Bristol-Myers Squibb, Princeton, NJ, USA.
Clin Interv Aging. 2013;8:419-30. doi: 10.2147/CIA.S41246. Epub 2013 Apr 16.
To assess safety and efficacy of saxagliptin in older patients with type 2 diabetes mellitus (T2DM).
This was a post hoc analysis of pooled data from older patients (≥65 years of age) from five 24-week phase III trials: three studies of saxagliptin versus placebo as an add-on therapy to metformin, glyburide, or a thiazolidinedione; and two studies of saxagliptin versus placebo as monotherapy in drug-naïve patients. Separate analyses were conducted on one study of initial combination therapy with saxagliptin plus metformin versus metformin monotherapy in drug-naïve patients. The safety analysis population for the five-study pool included 428 patients ≥ 65 years of age with baseline glycated hemoglobin (HbA(1c)) 7.0% to 10.5% who received saxagliptin 2.5 or 5 mg or placebo, and for the study of initial combination therapy included 69 patients ≥ 65 years of age with baseline HbA(1c) 8.0% to 12.0% who received saxagliptin 5 mg in combination with metformin or metformin monotherapy. The primary efficacy endpoint was change from baseline HbA(1c).

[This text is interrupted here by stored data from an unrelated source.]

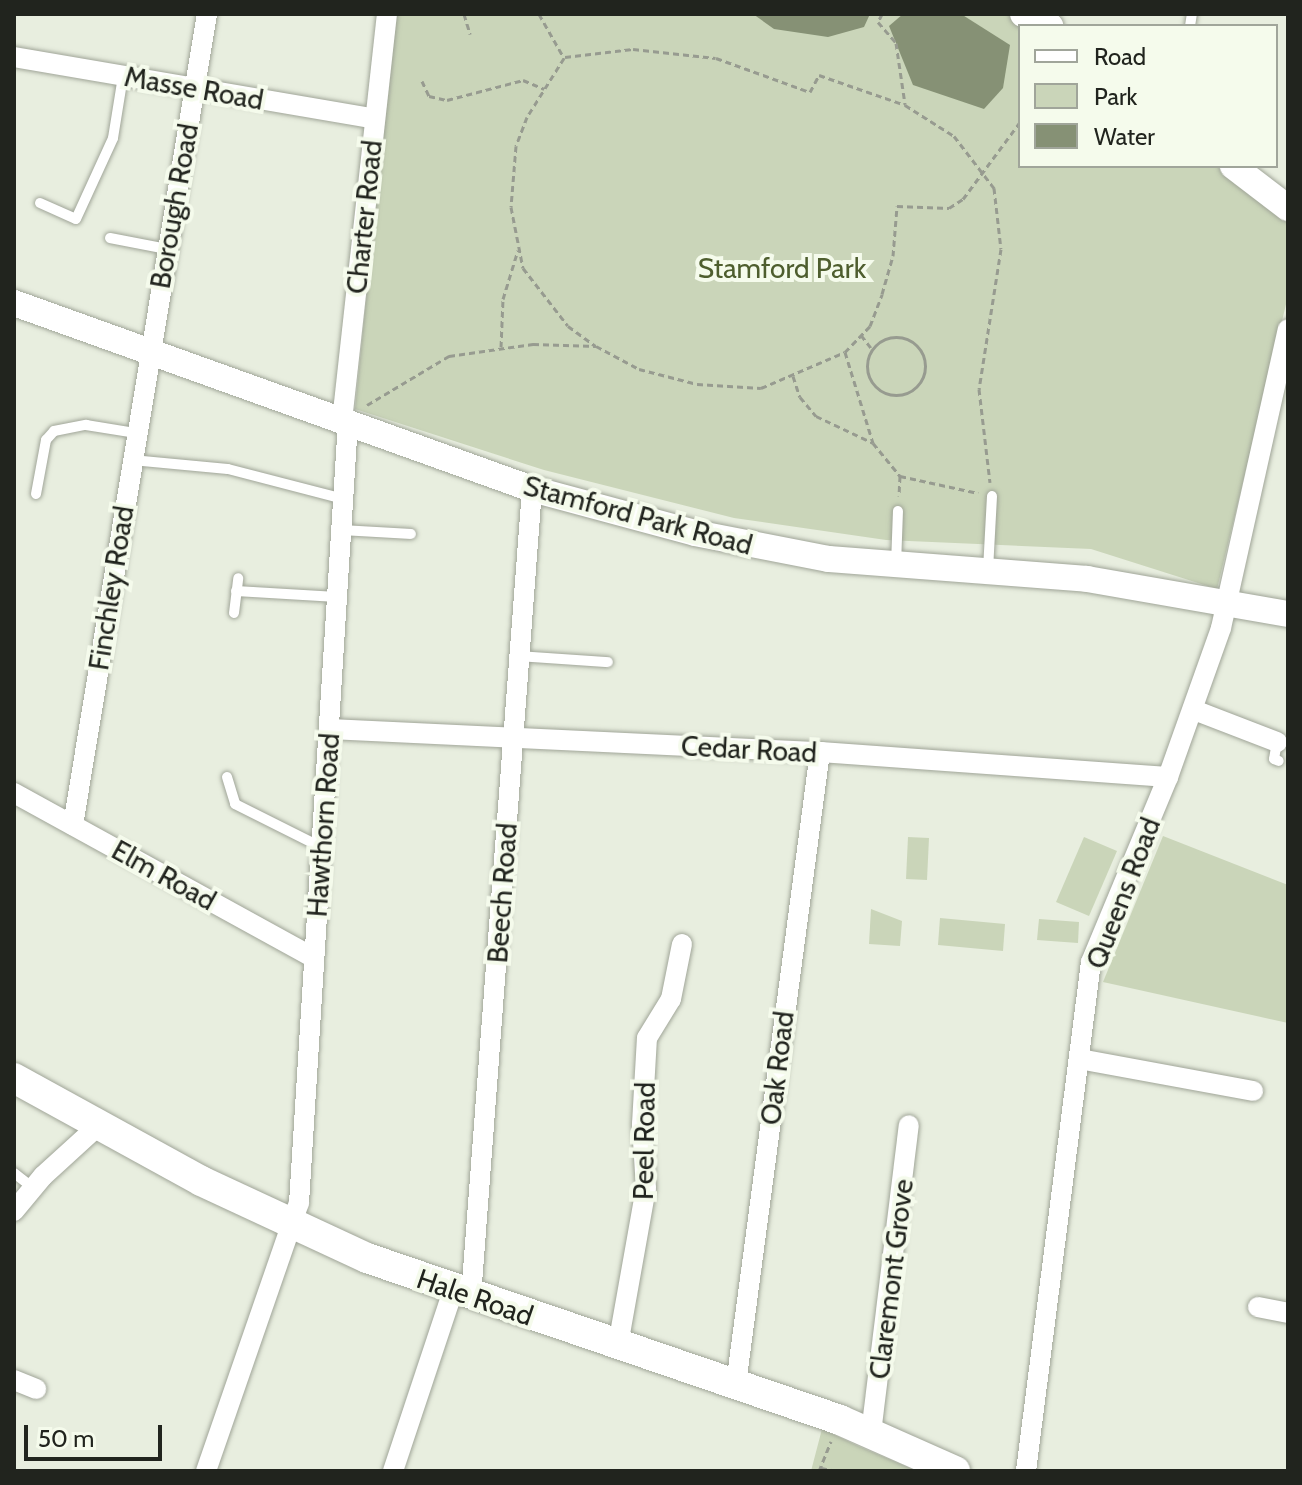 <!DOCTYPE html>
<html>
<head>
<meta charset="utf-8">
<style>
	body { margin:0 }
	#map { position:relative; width:1302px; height:1485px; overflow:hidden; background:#e8eedf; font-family:Cabin,sans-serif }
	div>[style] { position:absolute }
	.green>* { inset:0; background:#cad5b9 }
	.water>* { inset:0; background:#869175 }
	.path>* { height:3px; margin-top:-1.5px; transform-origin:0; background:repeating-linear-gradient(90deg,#979b90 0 6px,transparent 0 10px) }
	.path>.ring { margin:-1.5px; padding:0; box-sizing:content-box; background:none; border:3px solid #979b90; border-radius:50% }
	.roads { filter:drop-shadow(0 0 2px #a0a598) drop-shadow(0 0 2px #a0a598) }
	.lane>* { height:10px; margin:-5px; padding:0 5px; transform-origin:5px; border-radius:5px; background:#fff }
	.street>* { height:20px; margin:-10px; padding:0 10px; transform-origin:10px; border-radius:10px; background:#fff }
	.secondary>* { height:26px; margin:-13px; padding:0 13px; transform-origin:13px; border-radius:13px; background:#fff }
	.primary>* { height:30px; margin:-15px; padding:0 15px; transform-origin:15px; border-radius:15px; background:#fff }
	span { translate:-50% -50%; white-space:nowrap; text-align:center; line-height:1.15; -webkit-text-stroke:8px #f5fbec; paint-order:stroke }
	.street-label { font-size:28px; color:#21241e }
	.park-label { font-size:28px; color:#4e5e2e }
	.frame { position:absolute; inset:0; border:16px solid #21241e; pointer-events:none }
	.legend { position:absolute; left:1018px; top:24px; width:260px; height:144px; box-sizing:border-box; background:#f5fbec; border:2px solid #a0a59a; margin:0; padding:10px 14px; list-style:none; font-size:24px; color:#21241e }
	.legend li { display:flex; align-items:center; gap:16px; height:40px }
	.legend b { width:40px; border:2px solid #a0a59a }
	.scale { position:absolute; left:24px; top:1425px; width:138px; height:36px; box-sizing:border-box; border:4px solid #21241e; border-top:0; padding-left:10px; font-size:24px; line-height:28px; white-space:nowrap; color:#21241e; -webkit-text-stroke:6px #f5fbec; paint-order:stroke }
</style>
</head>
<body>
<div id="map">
	<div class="green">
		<div style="clip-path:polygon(395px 14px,1010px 14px,1028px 26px,1020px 26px,1020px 166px,1219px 166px,1288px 219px,1288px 296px,1217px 589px,1091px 549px,886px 540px,734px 518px,544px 470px,355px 409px)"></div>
		<div style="clip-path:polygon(1163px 836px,1288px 885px,1288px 1023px,1103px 982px)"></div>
		<div style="clip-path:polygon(908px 837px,929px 838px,927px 880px,906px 879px)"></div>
		<div style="clip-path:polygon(1084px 837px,1117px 851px,1089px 916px,1056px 902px)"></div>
		<div style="clip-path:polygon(871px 909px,902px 921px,900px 946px,869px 944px)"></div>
		<div style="clip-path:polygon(940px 918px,1005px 924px,1003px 951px,938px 945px)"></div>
		<div style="clip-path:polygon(1039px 919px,1079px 922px,1078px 943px,1037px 940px)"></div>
		<div style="clip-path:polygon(822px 1429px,858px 1446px,917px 1471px,811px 1471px)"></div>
	</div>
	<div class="water">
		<div style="clip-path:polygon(753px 14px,870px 14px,864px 27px,828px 37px,774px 29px)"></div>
		<div style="clip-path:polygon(903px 14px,961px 14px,1010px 45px,1003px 88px,984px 109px,913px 85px,889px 26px)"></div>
	</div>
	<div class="path">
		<div style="left:464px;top:14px;width:21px;rotate:73deg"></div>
		<div style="left:539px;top:14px;width:51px;rotate:60.4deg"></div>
		<div style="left:564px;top:58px;width:70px;rotate:122.1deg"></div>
		<div style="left:527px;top:117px;width:31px;rotate:111deg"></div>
		<div style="left:516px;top:146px;width:61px;rotate:94.7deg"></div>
		<div style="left:511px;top:207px;width:62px;rotate:78.9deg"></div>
		<div style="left:523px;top:268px;width:73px;rotate:52.2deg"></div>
		<div style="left:568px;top:326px;width:34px;rotate:36deg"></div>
		<div style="left:596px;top:346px;width:49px;rotate:28.1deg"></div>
		<div style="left:639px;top:369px;width:60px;rotate:14.5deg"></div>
		<div style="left:697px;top:384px;width:64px;rotate:3.6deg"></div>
		<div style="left:761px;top:388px;width:91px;rotate:-23.2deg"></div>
		<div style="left:845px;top:352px;width:36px;rotate:-46deg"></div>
		<div style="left:870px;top:326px;width:34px;rotate:-69deg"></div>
		<div style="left:882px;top:294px;width:40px;rotate:-74deg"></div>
		<div style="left:893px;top:256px;width:50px;rotate:-85.4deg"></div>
		<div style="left:897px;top:206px;width:52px;rotate:2.2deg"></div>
		<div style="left:949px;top:208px;width:17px;rotate:-33deg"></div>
		<div style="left:963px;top:199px;width:96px;rotate:-53.5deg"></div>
		<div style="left:882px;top:14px;width:9px;rotate:117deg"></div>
		<div style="left:878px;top:22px;width:28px;rotate:49deg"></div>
		<div style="left:896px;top:43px;width:62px;rotate:81.6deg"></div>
		<div style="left:565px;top:57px;width:68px;rotate:-6.7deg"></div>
		<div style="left:633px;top:49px;width:83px;rotate:6.2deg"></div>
		<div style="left:716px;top:58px;width:100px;rotate:19.9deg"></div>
		<div style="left:810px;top:92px;width:19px;rotate:-62deg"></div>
		<div style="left:819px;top:75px;width:91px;rotate:19.2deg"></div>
		<div style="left:905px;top:105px;width:58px;rotate:32.3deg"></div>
		<div style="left:954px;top:136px;width:66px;rotate:52.4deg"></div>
		<div style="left:994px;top:188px;width:61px;rotate:83.5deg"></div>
		<div style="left:1001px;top:249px;width:142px;rotate:98.9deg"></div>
		<div style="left:979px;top:389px;width:94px;rotate:83.3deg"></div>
		<div style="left:422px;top:81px;width:17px;rotate:65deg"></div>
		<div style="left:429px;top:96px;width:18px;rotate:13deg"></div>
		<div style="left:447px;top:100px;width:79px;rotate:-14.7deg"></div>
		<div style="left:523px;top:80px;width:23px;rotate:23deg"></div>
		<div style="left:861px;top:335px;width:16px;rotate:52deg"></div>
		<div class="ring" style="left:867px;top:337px;width:55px;height:55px"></div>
		<div style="left:501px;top:347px;width:48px;rotate:-87.6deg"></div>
		<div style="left:503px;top:299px;width:51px;rotate:-73deg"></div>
		<div style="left:845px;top:352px;width:95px;rotate:72.9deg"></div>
		<div style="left:793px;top:376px;width:22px;rotate:72deg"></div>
		<div style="left:800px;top:397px;width:25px;rotate:50deg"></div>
		<div style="left:816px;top:416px;width:63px;rotate:25.3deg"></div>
		<div style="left:873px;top:443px;width:43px;rotate:50.7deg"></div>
		<div style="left:900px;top:476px;width:20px;rotate:93deg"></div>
		<div style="left:367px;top:405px;width:96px;rotate:-30.9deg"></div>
		<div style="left:449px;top:356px;width:85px;rotate:-8.1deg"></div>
		<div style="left:533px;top:344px;width:63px;rotate:1.8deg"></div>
		<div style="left:900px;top:476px;width:80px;rotate:12.3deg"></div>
		<div style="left:821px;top:1468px;width:16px;rotate:11deg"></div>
		<div style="left:819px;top:1471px;width:32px;rotate:-68deg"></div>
	</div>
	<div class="roads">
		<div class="lane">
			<div style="left:1190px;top:26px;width:12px;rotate:-81deg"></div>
			<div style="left:40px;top:203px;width:39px;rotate:24deg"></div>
			<div style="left:76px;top:219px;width:89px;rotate:-65.4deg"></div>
			<div style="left:113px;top:138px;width:63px;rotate:-80.8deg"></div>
			<div style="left:110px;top:238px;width:58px;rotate:10.9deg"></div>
			<div style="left:132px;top:460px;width:96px;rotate:5.4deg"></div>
			<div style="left:228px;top:469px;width:120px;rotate:14.5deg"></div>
			<div style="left:36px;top:494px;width:55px;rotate:-79.5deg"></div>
			<div style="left:46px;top:440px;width:12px;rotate:-48deg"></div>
			<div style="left:54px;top:431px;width:33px;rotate:-11deg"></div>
			<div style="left:86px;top:425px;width:51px;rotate:9.1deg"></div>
			<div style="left:342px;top:530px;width:69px;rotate:3.3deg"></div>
			<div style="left:896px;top:565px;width:54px;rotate:-87.9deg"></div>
			<div style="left:988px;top:570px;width:74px;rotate:-86.9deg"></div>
			<div style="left:236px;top:591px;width:101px;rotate:3.4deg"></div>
			<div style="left:234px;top:613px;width:35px;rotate:-83deg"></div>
			<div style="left:519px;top:656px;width:89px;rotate:3.9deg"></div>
			<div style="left:1277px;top:742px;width:17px;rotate:100deg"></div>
			<div style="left:1274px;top:759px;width:5px;rotate:22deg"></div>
			<div style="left:227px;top:777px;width:28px;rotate:73deg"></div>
			<div style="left:235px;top:804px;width:96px;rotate:26.6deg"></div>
			<div style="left:14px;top:1173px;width:23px;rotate:38deg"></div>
		</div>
		<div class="street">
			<div style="left:14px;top:57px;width:366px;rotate:9.7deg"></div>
			<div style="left:342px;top:421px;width:409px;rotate:-83.7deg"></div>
			<div style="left:1194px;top:710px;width:89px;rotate:21.1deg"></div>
			<div style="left:329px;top:729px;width:492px;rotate:2.7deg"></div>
			<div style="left:820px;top:752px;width:349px;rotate:4.1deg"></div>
			<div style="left:14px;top:793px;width:342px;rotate:28.8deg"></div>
			<div style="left:73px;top:825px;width:822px;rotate:-80.62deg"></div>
			<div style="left:1079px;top:1059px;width:177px;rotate:10.4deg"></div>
			<div style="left:14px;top:1211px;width:45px;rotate:-50.4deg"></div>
			<div style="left:43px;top:1176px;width:74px;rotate:-42.3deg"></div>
			<div style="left:471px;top:1297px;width:810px;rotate:-85.68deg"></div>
			<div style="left:1258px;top:1307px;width:31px;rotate:11deg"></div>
			<div style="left:618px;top:1345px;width:159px;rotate:-79.9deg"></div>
			<div style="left:646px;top:1188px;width:64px;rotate:-93.6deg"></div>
			<div style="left:642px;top:1124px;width:86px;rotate:-86.7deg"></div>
			<div style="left:647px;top:1038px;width:46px;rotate:-58.4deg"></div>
			<div style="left:671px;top:999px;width:56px;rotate:-78.7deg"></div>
			<div style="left:14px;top:1380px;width:24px;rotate:22deg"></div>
			<div style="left:736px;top:1384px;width:638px;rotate:-82.43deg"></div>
			<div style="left:871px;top:1433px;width:310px;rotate:-83deg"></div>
			<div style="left:206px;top:1471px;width:284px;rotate:-70.9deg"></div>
			<div style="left:299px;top:1203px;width:782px;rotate:-86.41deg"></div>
			<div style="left:393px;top:1471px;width:190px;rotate:-71.6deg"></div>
			<div style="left:1026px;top:1471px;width:513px;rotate:-82.72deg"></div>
			<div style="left:1091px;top:962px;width:200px;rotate:-67.4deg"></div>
			<div style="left:1168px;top:777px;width:158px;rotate:-70.4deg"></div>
			<div style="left:1221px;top:628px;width:306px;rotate:-77.4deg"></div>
		</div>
		<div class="secondary">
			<div style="left:1023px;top:14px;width:30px;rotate:24deg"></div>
			<div style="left:1233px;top:166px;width:69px;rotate:37.4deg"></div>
			<div style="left:14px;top:303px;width:550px;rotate:19.75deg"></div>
			<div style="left:532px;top:489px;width:169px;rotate:15.1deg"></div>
			<div style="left:695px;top:533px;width:136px;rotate:11deg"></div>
			<div style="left:829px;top:559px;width:259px;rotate:4.4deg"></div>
			<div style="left:1087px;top:579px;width:204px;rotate:9.9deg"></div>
		</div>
		<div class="primary">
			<div style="left:14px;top:1078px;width:213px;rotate:28.8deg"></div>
			<div style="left:201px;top:1181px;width:183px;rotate:24.9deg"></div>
			<div style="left:367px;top:1258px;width:500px;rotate:18.9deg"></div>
			<div style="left:840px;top:1420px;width:126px;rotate:23.9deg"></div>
		</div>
	</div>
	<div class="street-label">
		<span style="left:194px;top:88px;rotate:10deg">Masse Road</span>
		<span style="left:174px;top:206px;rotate:-80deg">Borough Road</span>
		<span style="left:364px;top:217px;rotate:-84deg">Charter Road</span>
		<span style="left:638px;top:515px;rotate:15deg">Stamford Park Road</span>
		<span style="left:111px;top:588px;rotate:-81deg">Finchley Road</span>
		<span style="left:749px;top:749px;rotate:3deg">Cedar Road</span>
		<span style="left:323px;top:825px;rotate:-86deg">Hawthorn Road</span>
		<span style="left:164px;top:875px;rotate:29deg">Elm Road</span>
		<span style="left:502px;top:893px;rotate:-86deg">Beech Road</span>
		<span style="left:1123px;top:893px;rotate:-69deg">Queens Road</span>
		<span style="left:777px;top:1068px;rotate:-83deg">Oak Road</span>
		<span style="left:644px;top:1141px;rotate:-89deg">Peel Road</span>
		<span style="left:891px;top:1279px;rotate:-83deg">Claremont Grove</span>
		<span style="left:475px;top:1297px;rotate:19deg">Hale Road</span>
	</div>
	<div class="park-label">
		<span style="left:782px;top:268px">Stamford Park</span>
	</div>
	<div class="frame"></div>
	<ul class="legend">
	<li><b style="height:10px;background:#fff"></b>Road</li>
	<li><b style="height:22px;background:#cad5b9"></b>Park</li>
	<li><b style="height:22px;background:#869175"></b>Water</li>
	</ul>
	<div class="scale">50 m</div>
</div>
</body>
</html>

In the five-study pool, the differences in the adjusted mean change from baseline HbA(1c) among older patients receiving saxagliptin versus placebo were -0.60% (95% confidence interval [CI], -0.99% to -0.21%) for saxagliptin 2.5 mg and -0.55% (-0.97% to -0.14%) for saxagliptin 5 mg; in the initial combination study, the difference was -1.22% (-2.27% to -0.17%) among older patients receiving saxagliptin 5 mg plus metformin versus metformin monotherapy. The results were generally similar in older and younger patients. Saxagliptin was well tolerated; the incidence and types of adverse events were similar for saxagliptin and comparators. Hypoglycemia was reported in 3.0% to 9.4% of patients receiving saxagliptin (0%-8.0% for comparators) and was confirmed (finger stick glucose ≤ 50 mg/dL, with associated symptoms) in 0% to 0.7% (0%-0.7% for comparators); hypoglycemic episodes did not vary by age category and did not require medical intervention.
Saxagliptin was effective and well tolerated, with a low risk of hypoglycemia, when used as monotherapy, add-on therapy, or initial combination therapy with metformin in older patients with T2DM.
评估沙格列汀在老年 2 型糖尿病(T2DM)患者中的安全性和疗效。
这是一项对来自五项 24 周 III 期研究的老年患者(≥65 岁)的汇总数据进行的事后分析:三项研究为沙格列汀作为二甲双胍、格列吡嗪或噻唑烷二酮的附加疗法与安慰剂的比较;两项研究为沙格列汀作为新诊断患者的单独疗法与安慰剂的比较。还对一项新诊断患者沙格列汀联合二甲双胍与二甲双胍单药治疗的初始联合治疗研究进行了单独分析。五项研究汇总的安全性分析人群包括基线糖化血红蛋白(HbA1c)为 7.0%至 10.5%、接受沙格列汀 2.5 或 5mg 或安慰剂治疗的 428 例年龄≥65 岁的患者,初始联合治疗研究包括基线 HbA1c 为 8.0%至 12.0%、接受沙格列汀 5mg 联合二甲双胍或二甲双胍单药治疗的 69 例年龄≥65 岁的患者。主要疗效终点为基线 HbA1c 的变化。
在五项研究汇总中,与安慰剂相比,接受沙格列汀治疗的老年患者的调整后平均 HbA1c 基线变化分别为:沙格列汀 2.5mg 组为-0.60%(95%置信区间[CI]:-0.99%至-0.21%),沙格列汀 5mg 组为-0.55%(-0.97%至-0.14%);在初始联合研究中,接受沙格列汀 5mg 联合二甲双胍治疗的老年患者与接受二甲双胍单药治疗的患者之间的差异为-1.22%(-2.27%至-0.17%)。在老年患者和年轻患者中,结果基本相似。沙格列汀耐受性良好;沙格列汀与对照药物的不良事件发生率和类型相似。接受沙格列汀治疗的患者低血糖发生率为 3.0%至 9.4%(对照药物为 0%-8.0%),经证实(指尖血糖≤50mg/dL,伴有相关症状)的低血糖发生率为 0%至 0.7%(对照药物为 0%-0.7%);低血糖发作的发生与年龄类别无关,且无需医疗干预。
在老年 T2DM 患者中,沙格列汀作为单药、附加疗法或与二甲双胍的初始联合治疗,疗效确切,且低血糖风险低,耐受性良好。